We define land disturbance as any relatively discrete event that substantially alters the biophysical state of the land surface, including both natural and anthropogenic drivers. Crucially, our definition focuses on detectable deviations from baseline conditions or established patterns, rather than implying an inherent negative value judgment sometimes associated with the term in specific ecological contexts. Consequently, some mapped disturbance events (e.g., certain agricultural practices or water disturbances) might be ecologically neutral or even positive in some contexts, but still represent detectable changes relevant to landscape dynamics. We leveraged the Landsat archive from 1982 to 2023 to generate a novel, 30-meter resolution dataset of annual land disturbance agents across the US, spanning 1988 to 2022 (Figure 1), and their definitions are described in (Table 1).

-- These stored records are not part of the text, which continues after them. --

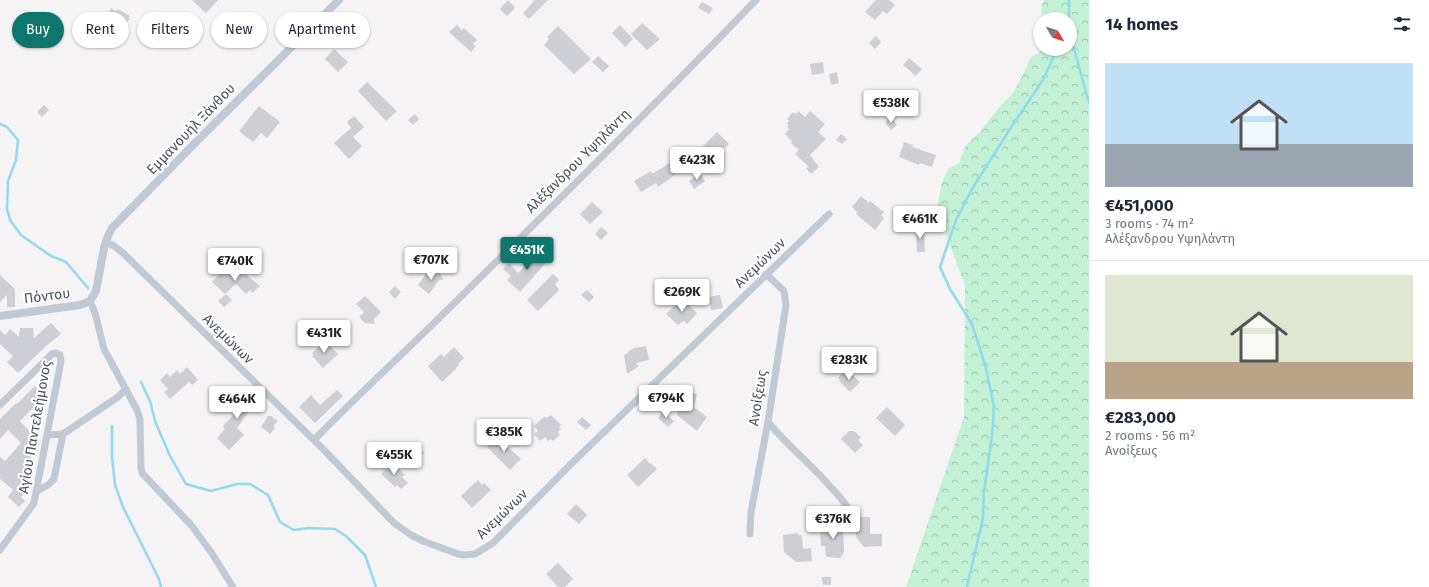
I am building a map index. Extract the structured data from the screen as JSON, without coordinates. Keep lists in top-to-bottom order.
{
  "streets": {
    "street": [
      "Εμμανουήλ Ξάνθου",
      "Αλέξανδρου Υψηλάντη",
      "Ανεμώνων",
      "Πόντου",
      "Ανοίξεως",
      "Αγίου Παντελεήμονος"
    ]
  },
  "crossings": [
    ["Εμμανουήλ Ξάνθου", "Ανεμώνων"],
    ["Εμμανουήλ Ξάνθου", "Πόντου"],
    ["Αλέξανδρου Υψηλάντη", "Ανεμώνων"],
    ["Ανεμώνων", "Ανοίξεως"]
  ],
  "north": "bottom right",
  "page": {
    "heading": "14 homes",
    "chip": [
      "Buy",
      "Rent",
      "Filters",
      "New",
      "Apartment"
    ],
    "list": [
      {
        "name": "€451,000",
        "note": "3 rooms · 74 m² · Αλέξανδρου Υψηλάντη"
      },
      {
        "name": "€283,000",
        "note": "2 rooms · 56 m² · Ανοίξεως"
      }
    ],
    "price": [
      "€538K",
      "€423K",
      "€461K",
      "€451K",
      "€707K",
      "€740K",
      "€269K",
      "€431K",
      "€283K",
      "€794K",
      "€464K",
      "€385K",
      "€455K",
      "€376K"
    ]
  }
}
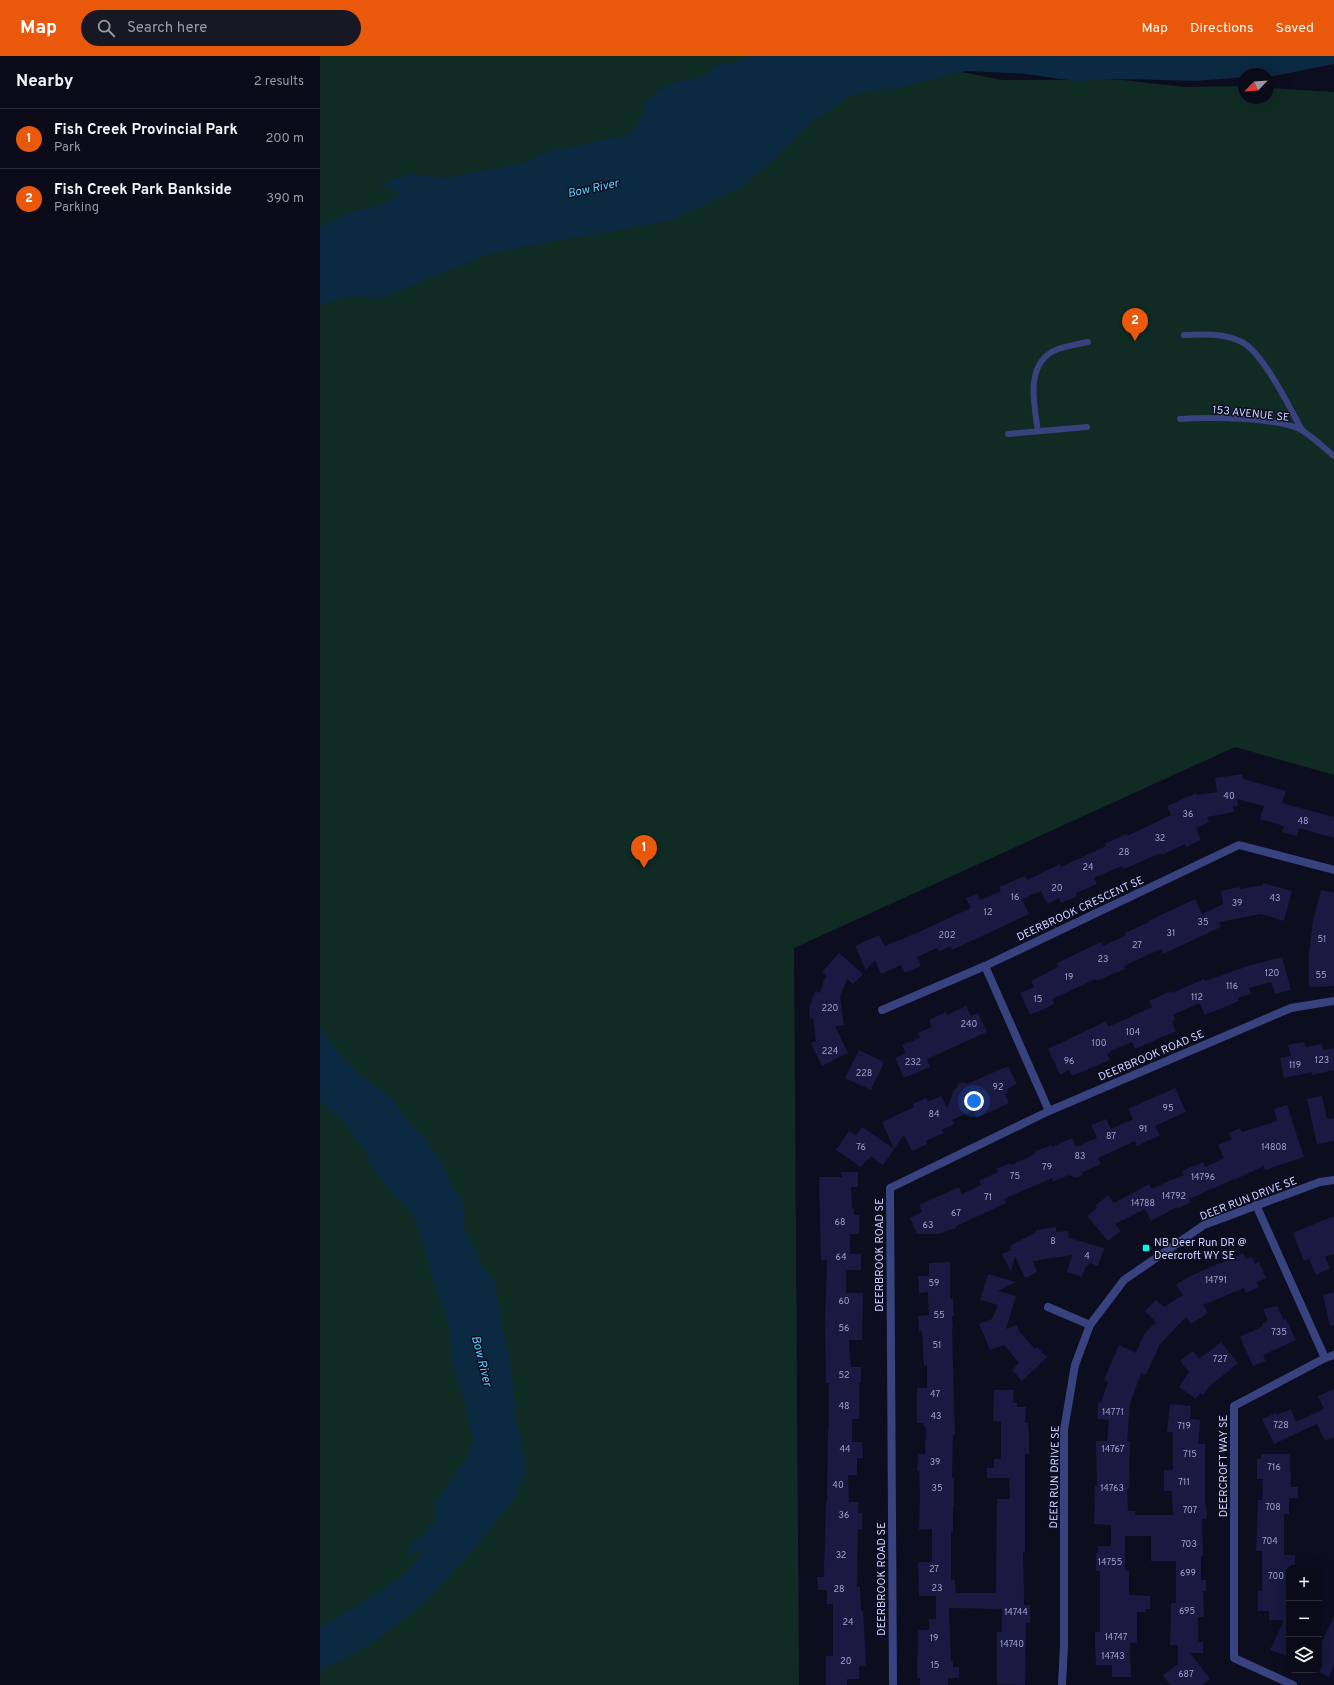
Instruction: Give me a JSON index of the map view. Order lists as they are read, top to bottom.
{
  "streets": {
    "street": [
      "DEERBROOK CRESCENT SE",
      "DEERBROOK ROAD SE",
      "DEER RUN DRIVE SE",
      "DEERCROFT WAY SE"
    ],
    "lane": ["153 AVENUE SE"]
  },
  "water": ["Bow River"],
  "places": {
    "transit": ["NB Deer Run DR @ Deercroft WY SE"]
  },
  "house_numbers": [
    "40",
    "36",
    "48",
    "32",
    "28",
    "24",
    "20",
    "16",
    "43",
    "39",
    "12",
    "35",
    "31",
    "202",
    "51",
    "27",
    "23",
    "120",
    "55",
    "19",
    "116",
    "112",
    "15",
    "220",
    "240",
    "104",
    "100",
    "224",
    "123",
    "96",
    "232",
    "119",
    "228",
    "92",
    "95",
    "84",
    "91",
    "87",
    "76",
    "14808",
    "83",
    "79",
    "75",
    "14796",
    "14792",
    "71",
    "14788",
    "67",
    "68",
    "63",
    "8",
    "4",
    "64",
    "14791",
    "59",
    "60",
    "55",
    "56",
    "735",
    "51",
    "727",
    "52",
    "47",
    "48",
    "14771",
    "43",
    "728",
    "719",
    "44",
    "14767",
    "715",
    "39",
    "716",
    "711",
    "40",
    "35",
    "14763",
    "708",
    "707",
    "36",
    "704",
    "703",
    "32",
    "14755",
    "27",
    "699",
    "700",
    "23",
    "28",
    "695",
    "14744",
    "24",
    "14747",
    "19",
    "14740",
    "14743",
    "20",
    "15",
    "687"
  ],
  "north": "bottom left",
  "page": {
    "header": "Map",
    "search": "Search here",
    "nav": ["Map", "Directions", "Saved"],
    "heading": ["Nearby", "2 results"],
    "list": [
      {
        "mark": "1",
        "name": "Fish Creek Provincial Park",
        "note": "Park",
        "value": "200 m"
      },
      {
        "mark": "2",
        "name": "Fish Creek Park Bankside",
        "note": "Parking",
        "value": "390 m"
      }
    ],
    "pins": ["2", "1"],
    "map_buttons": ["+", "−"]
  }
}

Figure 1. Land disturbance agent maps across the US (1988-2022). a. US-wide map highlighting each pixel’s most recent disturbance agent, revealing the spatial distribution and diversity of disturbances at 30-meter resolution. The solid boundaries represent US Fifth National Climate Assessment regions, while the dashed boundaries indicate state border. b-h. Examples of disturbance agents from locations #1-7 of the US include human-directed disturbances (logging, construction, agricultural disturbance), wild disturbances (stress, wind/geohazard, fire), and water disturbance, respectively. The corresponding disturbance severity maps are presented in Extended Data Fig. 2. i-j. Latitudinal and longitudinal profiles of stacked disturbance areas. Area statistics (Mha) are calculated at 15-km intervals and stacked chronologically from 1988 to 2022 for different disturbance agents. All the figures share the same legend: brighter color curves represent earlier disturbance years (toward 1988), while darker colors indicate more recent years (toward 2022). An interactive application is available on Google Earth Engine.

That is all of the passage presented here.